Intelligence and the size of a person’s vocabulary have long been considered analogous, however perhaps a large vocabulary merely indicates a capability or potential for sophisticated thought, rather than a direct indication of this.

There are plenty of caveats with this type of analysis, and some of the reasons why these results might not be an accurate representation of a Member’s true vocabulary are as follows:

  • They could be intentionally staying “on message”
  • They could be keeping their language simple to be more readily understood
  • They might not want to appear pretentious
  • English is a second language
  • “Facts can be used to prove anything…”
  • etc

There is something to be said for keeping language simple and easy to understand: this study from 2005 (with a great title) presents some interesting results about the impact of unnecessary language complexity on fluency: Consequences of Erudite Vernacular Utilized Irrespective of Necessity: Problems with Using Long Words Needlessly

The transcripts used in this project are from both the House of Representatives and Senate, from the 7th of February 2017 to the 17th of August 2017. There are 75 different transcripts, 227 Members which translated into 15.3 million words in the database. To extract only words from the transcripts, all URLs, numbers and punctuation have been removed. Word “uniqueness” is determined after a lowercase transformation, i.e. a reference to “Cash” (as in Michaelia) would be considered a match with “cash” (as in $).

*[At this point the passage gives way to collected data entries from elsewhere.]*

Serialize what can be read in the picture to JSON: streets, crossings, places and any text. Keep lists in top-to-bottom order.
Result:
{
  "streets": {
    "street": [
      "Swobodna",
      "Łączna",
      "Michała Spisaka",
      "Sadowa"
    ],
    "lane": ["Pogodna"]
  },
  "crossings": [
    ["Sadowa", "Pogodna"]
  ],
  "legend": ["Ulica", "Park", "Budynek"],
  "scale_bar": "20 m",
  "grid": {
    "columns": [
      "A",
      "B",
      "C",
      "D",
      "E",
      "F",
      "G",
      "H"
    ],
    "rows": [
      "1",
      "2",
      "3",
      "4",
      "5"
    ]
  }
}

It is also worth noting that verb conjugation is essentially ignored. I.e. “runs”, “running” and “ran” would be considered as 3 unique words, when in a practical sense they are the same verb.

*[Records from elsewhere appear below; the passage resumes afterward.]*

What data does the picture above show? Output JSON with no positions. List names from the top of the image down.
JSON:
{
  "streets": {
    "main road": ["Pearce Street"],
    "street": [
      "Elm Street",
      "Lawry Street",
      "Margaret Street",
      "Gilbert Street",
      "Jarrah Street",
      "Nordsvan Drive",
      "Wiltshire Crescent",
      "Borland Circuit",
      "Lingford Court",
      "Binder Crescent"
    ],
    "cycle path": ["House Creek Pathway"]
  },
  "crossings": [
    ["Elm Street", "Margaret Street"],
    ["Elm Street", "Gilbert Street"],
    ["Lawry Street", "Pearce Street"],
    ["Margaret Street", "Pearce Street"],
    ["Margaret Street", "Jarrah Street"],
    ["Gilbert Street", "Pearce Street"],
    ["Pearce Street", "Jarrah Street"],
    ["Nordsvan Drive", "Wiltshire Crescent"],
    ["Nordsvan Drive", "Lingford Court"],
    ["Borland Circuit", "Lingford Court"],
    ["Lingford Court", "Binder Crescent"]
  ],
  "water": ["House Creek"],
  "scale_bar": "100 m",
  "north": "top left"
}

Regardless of these potential factors, the results are interesting and presented here as is.

The total overall word count by Member gives us this:

Note that Brandis doesn’t necessarily have the biggest vocabulary, he has only spoken the most words in Parliament during this period.

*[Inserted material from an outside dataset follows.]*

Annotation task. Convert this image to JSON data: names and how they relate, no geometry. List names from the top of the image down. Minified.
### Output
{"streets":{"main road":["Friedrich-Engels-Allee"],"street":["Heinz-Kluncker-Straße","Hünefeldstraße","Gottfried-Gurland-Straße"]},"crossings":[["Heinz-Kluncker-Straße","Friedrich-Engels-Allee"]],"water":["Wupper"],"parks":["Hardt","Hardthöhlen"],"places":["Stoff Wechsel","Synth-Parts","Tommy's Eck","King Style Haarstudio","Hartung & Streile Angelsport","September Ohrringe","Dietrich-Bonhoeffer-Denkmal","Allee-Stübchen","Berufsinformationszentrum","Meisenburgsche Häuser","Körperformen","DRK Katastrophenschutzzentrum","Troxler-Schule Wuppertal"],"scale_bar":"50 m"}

Uniqueness by total words spoken

Using 100,000 spoken words as the threshold for inclusion, out of the 227 Members there are 42 from both the House of Representatives and Senate who have reached this number. If we graph the progression of the total unique word count by the total word count, we get a relatively even distribution (colours are random).

Party Colours

If we chart these same 42 Members on a bar graph using their Party colour as the bar colour a few things become apparent:

  • Interestingly, at the 100K mark Malcom Roberts has the most unique words, just in front of Scott Ludlam
  • The Greens are over-represented at the top – 40% of the top 5 places
  • The Labor Party mean appears to be above average
  • The bottom of the table is relatively heavy with Liberal Party conservatives

(Notes on the colours: all parties are their official colour apart from Australian Conservatives who are pink (sorry Bernadi), Independents who are grey and Nationals who are black, as green and yellow are both already taken)

Party by Party

Looking at the mean for each party we get the following. Note that the mean is calculated word by word and each Member’s total word count is different. When one Member is no longer part of the calculation, the overall mean can jump a little (as seen in the Liberal Party and Greens graphs).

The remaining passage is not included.